'''

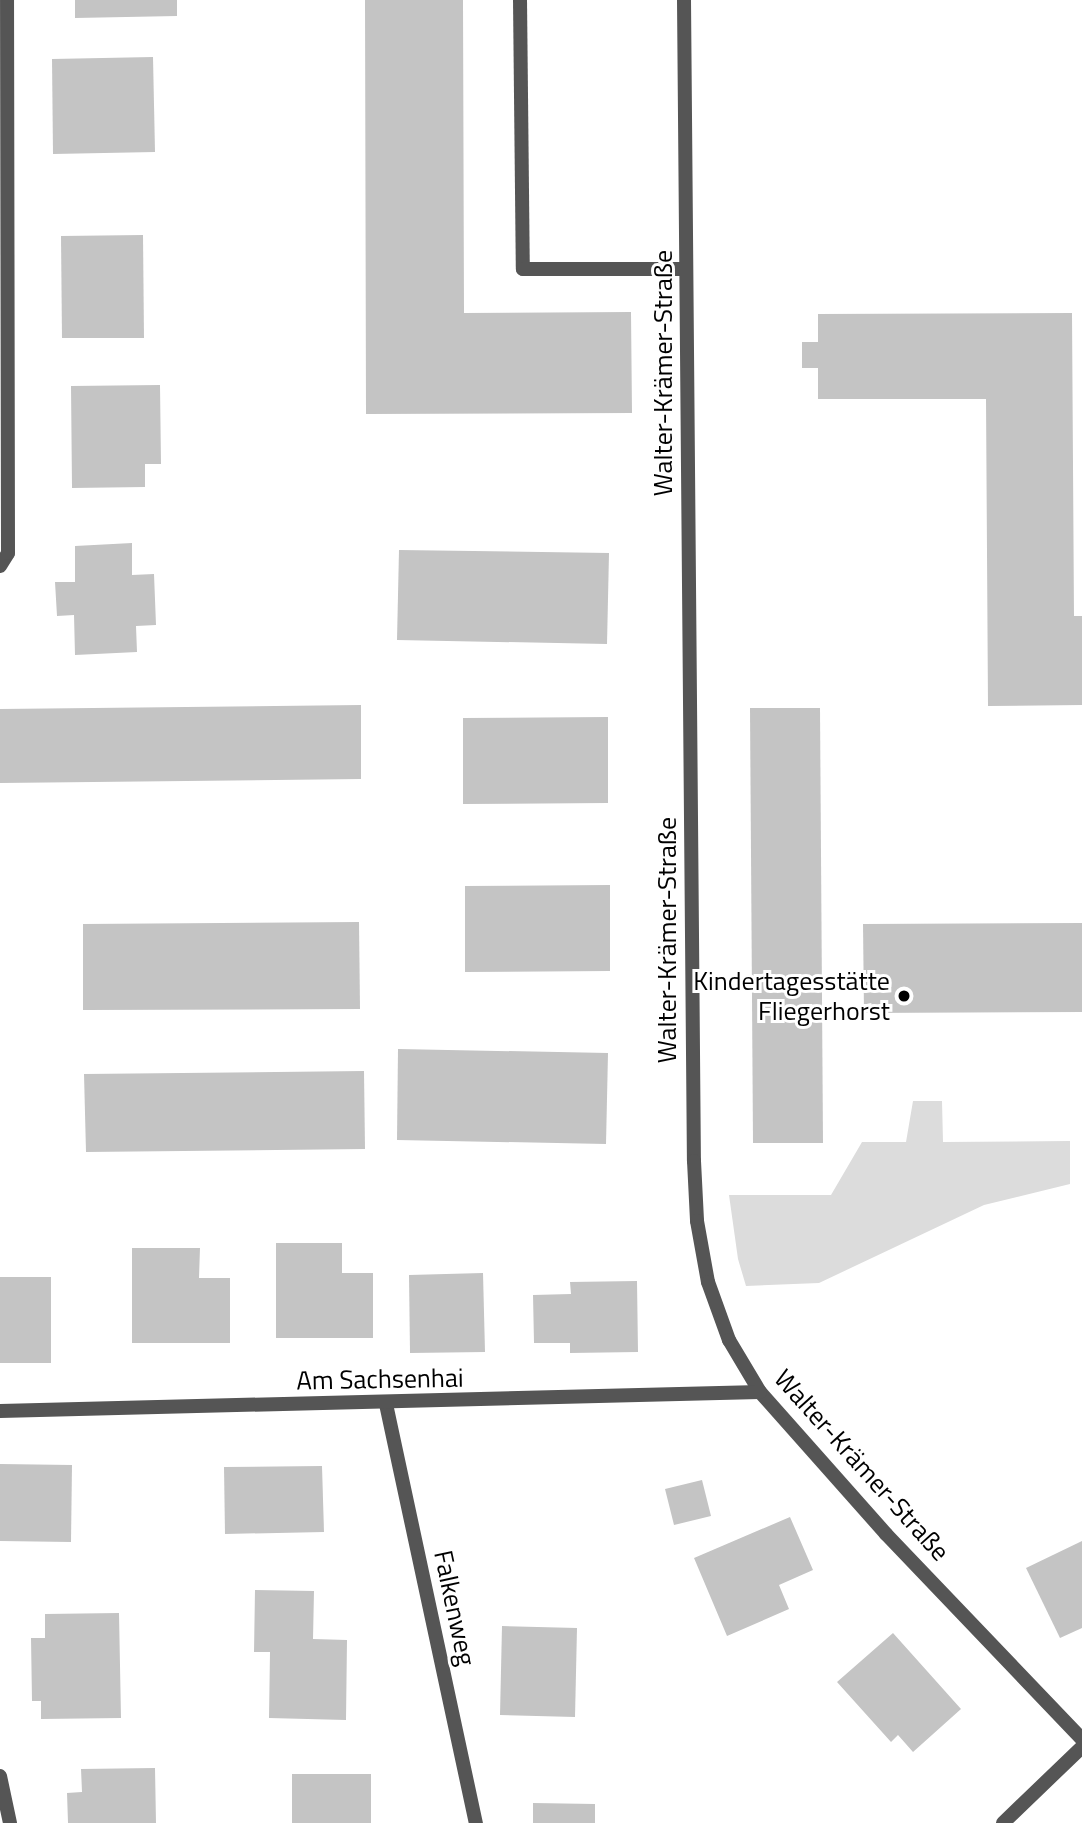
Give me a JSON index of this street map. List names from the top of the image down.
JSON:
{
  "streets": {
    "street": ["Walter-Krämer-Straße", "Am Sachsenhai", "Falkenweg"]
  },
  "crossings": [
    ["Walter-Krämer-Straße", "Am Sachsenhai"],
    ["Am Sachsenhai", "Falkenweg"]
  ],
  "places": ["Kindertagesstätte Fliegerhorst"]
}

'''

→ Requirement
Top to bottom, retype the listing exactly but drop every picture.

→ Task output
Give me a JSON index of this street map. List names from the top of the image down.
JSON:
{
  "streets": {
    "street": ["Walter-Krämer-Straße", "Am Sachsenhai", "Falkenweg"]
  },
  "crossings": [
    ["Walter-Krämer-Straße", "Am Sachsenhai"],
    ["Am Sachsenhai", "Falkenweg"]
  ],
  "places": ["Kindertagesstätte Fliegerhorst"]
}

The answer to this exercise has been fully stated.